Your assignment: Find and return every line of the data that contains the word "rotate".

The data:
* * * * *

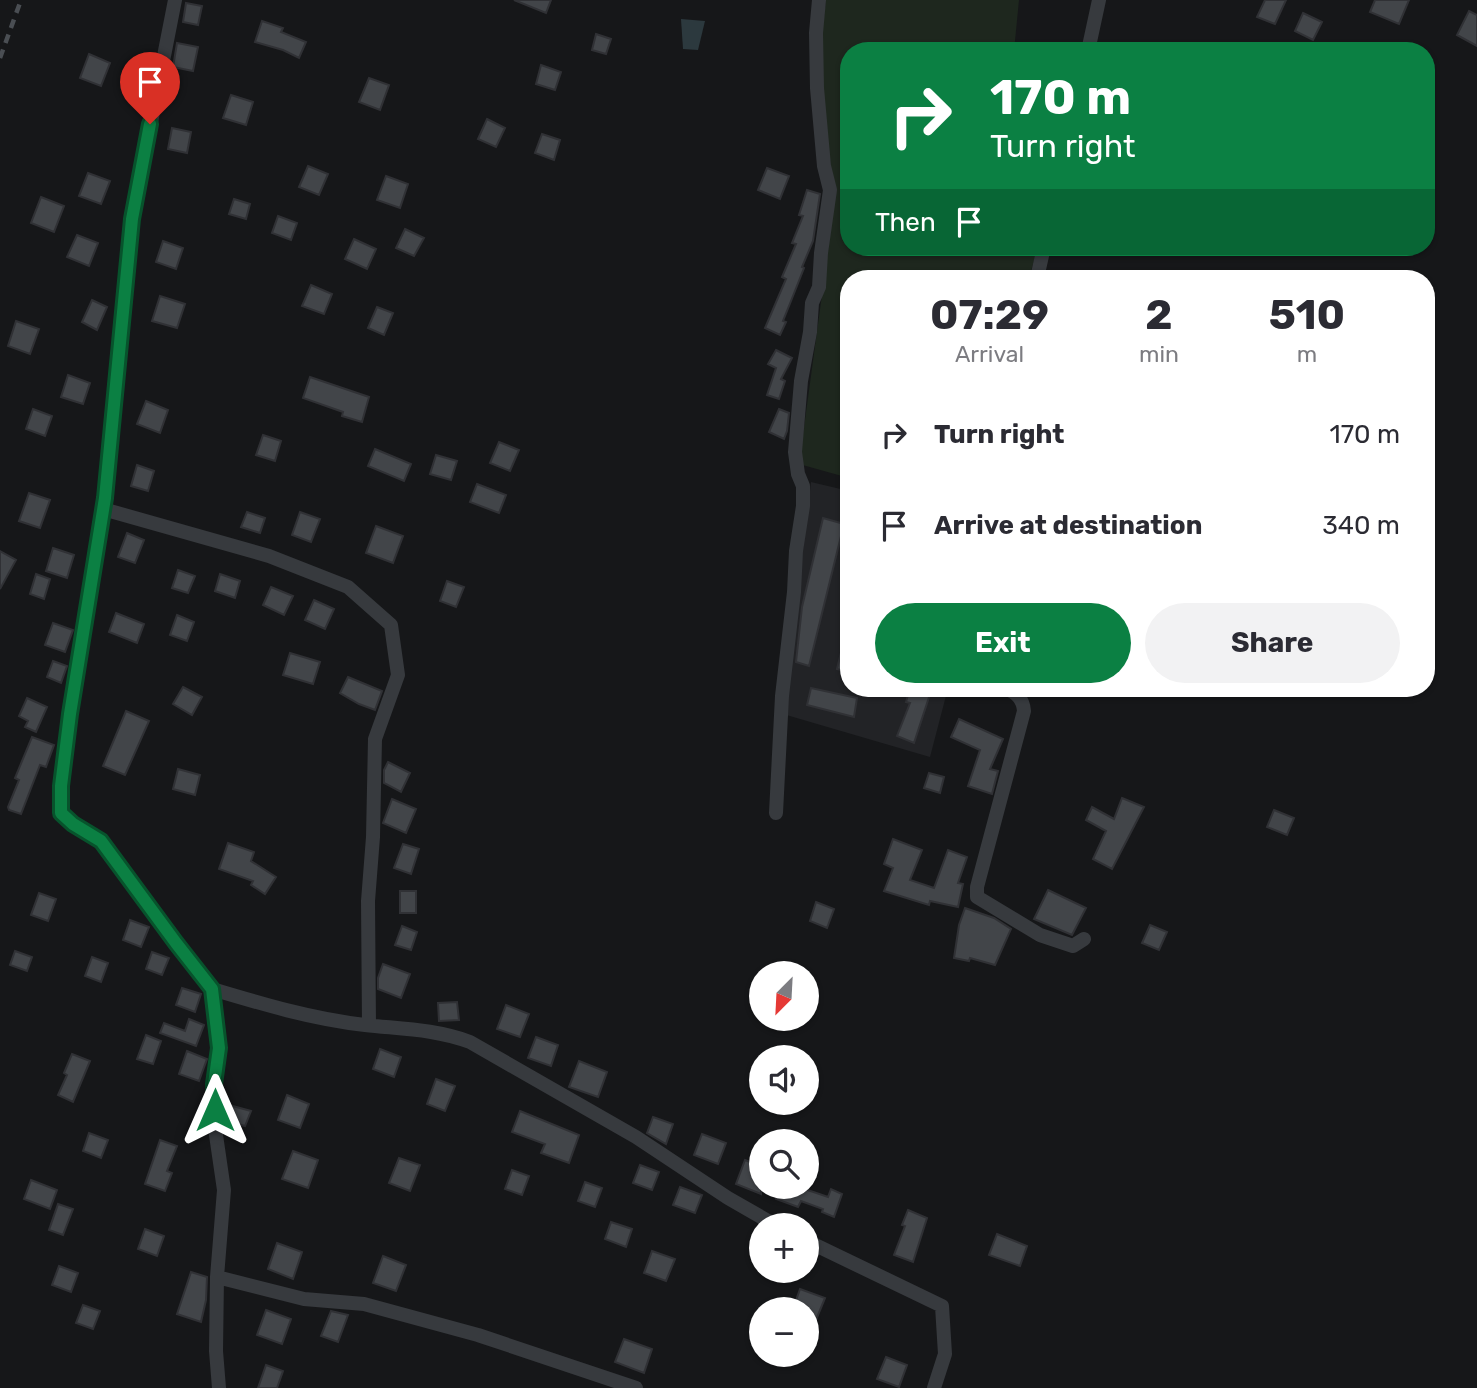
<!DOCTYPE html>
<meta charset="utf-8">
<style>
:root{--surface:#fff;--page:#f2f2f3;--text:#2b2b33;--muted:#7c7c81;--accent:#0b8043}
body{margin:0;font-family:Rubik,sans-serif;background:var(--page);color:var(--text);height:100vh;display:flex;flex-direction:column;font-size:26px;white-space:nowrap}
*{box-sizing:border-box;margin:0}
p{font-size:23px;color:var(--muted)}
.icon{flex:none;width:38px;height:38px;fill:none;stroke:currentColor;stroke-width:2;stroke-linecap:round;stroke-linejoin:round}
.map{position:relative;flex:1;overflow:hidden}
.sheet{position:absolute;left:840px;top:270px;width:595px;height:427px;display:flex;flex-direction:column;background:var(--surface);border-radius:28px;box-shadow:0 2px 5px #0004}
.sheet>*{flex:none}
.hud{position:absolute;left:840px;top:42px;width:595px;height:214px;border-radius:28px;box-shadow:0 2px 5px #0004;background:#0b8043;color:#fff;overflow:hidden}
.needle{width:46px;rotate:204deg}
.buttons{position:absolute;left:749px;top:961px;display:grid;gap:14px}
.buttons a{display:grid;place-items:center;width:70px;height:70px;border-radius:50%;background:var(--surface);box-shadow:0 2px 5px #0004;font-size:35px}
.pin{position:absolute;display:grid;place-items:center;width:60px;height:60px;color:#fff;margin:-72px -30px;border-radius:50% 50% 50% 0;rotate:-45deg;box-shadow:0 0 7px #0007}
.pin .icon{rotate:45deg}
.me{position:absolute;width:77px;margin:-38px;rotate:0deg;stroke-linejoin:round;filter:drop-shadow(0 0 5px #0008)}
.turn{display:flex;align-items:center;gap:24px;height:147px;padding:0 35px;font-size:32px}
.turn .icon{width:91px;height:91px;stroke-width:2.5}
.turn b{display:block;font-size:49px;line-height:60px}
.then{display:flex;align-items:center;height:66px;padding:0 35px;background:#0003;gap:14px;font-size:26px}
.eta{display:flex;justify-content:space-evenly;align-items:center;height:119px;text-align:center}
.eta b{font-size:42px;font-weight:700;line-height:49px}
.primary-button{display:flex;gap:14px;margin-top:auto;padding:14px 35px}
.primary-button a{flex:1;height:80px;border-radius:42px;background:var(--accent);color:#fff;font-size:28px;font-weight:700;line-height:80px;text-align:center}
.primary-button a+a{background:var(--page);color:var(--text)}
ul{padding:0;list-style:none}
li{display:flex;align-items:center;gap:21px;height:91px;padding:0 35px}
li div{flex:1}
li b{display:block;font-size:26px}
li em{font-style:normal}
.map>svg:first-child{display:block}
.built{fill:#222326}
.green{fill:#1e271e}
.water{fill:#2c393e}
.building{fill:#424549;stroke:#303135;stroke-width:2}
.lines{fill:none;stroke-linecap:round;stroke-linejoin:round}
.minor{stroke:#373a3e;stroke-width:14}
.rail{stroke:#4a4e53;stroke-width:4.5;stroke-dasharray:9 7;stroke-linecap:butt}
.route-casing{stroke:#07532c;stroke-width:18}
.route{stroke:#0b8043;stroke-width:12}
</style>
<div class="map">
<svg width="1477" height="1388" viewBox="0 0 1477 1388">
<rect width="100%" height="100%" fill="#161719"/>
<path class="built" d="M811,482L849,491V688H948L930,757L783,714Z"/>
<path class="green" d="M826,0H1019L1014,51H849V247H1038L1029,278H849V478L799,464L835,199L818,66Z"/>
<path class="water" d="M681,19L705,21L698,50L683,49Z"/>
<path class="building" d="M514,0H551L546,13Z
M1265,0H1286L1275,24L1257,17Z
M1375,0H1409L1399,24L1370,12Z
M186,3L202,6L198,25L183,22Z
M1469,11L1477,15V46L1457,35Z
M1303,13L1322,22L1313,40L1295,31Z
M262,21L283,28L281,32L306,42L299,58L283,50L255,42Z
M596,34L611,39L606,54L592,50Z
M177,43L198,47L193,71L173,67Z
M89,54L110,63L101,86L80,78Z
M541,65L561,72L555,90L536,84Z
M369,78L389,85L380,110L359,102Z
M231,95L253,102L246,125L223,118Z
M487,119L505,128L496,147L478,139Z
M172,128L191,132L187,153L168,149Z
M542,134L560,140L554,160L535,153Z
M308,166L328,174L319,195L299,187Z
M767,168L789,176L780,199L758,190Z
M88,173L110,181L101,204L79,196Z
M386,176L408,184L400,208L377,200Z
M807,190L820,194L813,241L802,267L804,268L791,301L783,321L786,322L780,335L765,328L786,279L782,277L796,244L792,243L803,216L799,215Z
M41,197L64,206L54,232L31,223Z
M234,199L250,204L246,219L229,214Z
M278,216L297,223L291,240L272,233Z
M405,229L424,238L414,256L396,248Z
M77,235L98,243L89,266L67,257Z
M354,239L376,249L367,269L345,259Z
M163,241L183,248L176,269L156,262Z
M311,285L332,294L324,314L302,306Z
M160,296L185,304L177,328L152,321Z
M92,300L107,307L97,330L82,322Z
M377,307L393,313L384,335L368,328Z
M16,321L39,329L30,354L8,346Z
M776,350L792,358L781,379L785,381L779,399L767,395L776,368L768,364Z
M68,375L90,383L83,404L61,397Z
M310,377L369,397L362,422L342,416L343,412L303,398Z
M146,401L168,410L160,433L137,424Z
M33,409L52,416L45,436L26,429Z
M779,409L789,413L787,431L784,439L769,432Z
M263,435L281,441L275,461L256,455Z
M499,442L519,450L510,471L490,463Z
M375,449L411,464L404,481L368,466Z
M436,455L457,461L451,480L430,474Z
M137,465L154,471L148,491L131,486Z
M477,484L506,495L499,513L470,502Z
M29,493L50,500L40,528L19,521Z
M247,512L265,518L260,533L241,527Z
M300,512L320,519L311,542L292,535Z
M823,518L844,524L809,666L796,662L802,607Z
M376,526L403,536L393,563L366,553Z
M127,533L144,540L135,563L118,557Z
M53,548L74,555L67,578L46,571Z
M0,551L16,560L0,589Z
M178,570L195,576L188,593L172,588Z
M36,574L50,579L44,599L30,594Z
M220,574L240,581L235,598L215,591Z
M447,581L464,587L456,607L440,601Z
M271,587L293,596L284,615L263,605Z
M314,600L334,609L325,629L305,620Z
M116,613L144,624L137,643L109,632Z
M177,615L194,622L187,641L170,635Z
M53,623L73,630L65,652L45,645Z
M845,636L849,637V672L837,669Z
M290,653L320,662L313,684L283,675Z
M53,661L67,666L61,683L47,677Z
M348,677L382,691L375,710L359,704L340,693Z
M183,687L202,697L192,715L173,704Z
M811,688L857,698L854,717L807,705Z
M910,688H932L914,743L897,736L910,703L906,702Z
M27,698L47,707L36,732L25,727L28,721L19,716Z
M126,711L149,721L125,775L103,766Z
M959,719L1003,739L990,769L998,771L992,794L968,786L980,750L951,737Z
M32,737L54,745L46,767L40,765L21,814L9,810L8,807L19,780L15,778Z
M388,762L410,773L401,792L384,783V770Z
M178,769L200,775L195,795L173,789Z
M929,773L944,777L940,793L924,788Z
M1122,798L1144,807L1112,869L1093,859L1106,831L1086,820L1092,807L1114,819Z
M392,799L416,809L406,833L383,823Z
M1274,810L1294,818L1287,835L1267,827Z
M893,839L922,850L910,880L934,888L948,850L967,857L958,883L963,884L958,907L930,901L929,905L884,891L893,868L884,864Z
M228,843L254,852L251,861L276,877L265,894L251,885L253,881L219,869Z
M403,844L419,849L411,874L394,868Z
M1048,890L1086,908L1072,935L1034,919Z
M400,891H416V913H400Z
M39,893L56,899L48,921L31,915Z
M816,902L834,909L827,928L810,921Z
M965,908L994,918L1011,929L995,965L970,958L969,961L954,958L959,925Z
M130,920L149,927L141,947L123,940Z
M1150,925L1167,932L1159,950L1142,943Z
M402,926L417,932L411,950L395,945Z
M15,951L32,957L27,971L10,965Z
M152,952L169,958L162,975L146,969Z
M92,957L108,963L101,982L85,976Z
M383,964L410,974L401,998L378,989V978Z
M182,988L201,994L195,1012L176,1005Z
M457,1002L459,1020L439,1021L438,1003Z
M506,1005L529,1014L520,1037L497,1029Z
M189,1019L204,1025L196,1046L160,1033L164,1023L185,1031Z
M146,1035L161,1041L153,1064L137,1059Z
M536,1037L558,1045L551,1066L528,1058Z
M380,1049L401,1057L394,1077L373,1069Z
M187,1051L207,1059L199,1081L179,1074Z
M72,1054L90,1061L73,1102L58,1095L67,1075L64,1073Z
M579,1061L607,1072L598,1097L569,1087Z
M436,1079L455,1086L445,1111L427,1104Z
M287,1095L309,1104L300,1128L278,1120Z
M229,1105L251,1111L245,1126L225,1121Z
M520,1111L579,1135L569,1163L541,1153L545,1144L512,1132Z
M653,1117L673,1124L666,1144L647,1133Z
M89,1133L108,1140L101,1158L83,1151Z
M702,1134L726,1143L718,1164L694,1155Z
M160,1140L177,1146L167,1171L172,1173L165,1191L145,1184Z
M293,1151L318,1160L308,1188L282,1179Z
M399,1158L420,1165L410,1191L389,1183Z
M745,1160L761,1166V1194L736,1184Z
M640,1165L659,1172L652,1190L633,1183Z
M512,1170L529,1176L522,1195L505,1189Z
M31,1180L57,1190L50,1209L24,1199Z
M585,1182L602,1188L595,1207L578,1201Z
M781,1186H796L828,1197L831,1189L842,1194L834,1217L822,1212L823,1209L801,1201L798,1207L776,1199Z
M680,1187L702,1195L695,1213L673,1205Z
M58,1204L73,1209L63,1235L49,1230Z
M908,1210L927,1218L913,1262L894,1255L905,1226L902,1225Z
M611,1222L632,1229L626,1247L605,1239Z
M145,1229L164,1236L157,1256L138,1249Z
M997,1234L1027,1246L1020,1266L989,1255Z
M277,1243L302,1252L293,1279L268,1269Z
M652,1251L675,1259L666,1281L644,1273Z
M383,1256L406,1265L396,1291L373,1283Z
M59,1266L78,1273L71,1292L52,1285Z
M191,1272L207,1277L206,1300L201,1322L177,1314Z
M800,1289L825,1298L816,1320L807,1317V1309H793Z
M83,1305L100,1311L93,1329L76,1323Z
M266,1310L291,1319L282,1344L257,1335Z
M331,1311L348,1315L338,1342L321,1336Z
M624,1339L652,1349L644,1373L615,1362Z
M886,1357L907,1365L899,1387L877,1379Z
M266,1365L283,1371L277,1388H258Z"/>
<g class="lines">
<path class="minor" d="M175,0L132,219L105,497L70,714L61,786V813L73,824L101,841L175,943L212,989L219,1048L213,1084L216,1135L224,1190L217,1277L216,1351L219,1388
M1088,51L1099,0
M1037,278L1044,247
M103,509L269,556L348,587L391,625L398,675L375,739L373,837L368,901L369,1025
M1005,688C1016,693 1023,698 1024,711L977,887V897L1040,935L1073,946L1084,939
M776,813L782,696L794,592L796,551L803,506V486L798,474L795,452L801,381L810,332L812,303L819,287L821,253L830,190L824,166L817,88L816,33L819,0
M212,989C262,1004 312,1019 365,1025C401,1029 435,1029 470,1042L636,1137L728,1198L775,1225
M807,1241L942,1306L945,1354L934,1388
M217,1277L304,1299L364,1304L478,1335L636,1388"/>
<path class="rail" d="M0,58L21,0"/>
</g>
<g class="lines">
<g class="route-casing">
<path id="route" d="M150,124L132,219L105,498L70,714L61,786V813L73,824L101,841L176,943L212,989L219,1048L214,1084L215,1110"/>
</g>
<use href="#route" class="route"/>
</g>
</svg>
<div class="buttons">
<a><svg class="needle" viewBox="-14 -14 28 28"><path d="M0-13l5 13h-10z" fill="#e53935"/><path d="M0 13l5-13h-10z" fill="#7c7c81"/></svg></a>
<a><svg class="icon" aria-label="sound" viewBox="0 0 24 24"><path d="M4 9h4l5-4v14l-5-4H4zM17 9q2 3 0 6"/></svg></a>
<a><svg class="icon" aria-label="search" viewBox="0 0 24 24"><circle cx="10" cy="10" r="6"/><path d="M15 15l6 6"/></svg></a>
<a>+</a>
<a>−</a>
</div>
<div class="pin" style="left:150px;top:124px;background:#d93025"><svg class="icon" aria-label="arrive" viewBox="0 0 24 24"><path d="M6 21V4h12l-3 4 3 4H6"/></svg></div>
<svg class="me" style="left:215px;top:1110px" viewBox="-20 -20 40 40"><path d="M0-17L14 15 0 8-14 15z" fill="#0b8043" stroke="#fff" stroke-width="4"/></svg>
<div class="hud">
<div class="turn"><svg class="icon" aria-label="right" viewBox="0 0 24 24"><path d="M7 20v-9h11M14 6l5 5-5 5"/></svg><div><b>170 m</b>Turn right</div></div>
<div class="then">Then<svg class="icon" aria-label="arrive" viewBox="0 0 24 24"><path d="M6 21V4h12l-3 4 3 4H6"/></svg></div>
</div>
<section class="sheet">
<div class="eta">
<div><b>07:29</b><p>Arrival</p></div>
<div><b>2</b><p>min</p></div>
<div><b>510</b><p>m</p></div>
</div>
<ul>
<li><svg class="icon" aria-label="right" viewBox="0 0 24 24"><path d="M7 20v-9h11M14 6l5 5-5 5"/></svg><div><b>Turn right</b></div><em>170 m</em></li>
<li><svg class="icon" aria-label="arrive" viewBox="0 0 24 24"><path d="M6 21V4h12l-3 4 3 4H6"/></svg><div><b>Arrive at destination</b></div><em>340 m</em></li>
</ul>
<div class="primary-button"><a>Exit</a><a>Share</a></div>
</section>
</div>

* * * * *

Output of the exercise:
.needle{width:46px;rotate:204deg}
.pin{position:absolute;display:grid;place-items:center;width:60px;height:60px;color:#fff;margin:-72px -30px;border-radius:50% 50% 50% 0;rotate:-45deg;box-shadow:0 0 7px #0007}
.pin .icon{rotate:45deg}
.me{position:absolute;width:77px;margin:-38px;rotate:0deg;stroke-linejoin:round;filter:drop-shadow(0 0 5px #0008)}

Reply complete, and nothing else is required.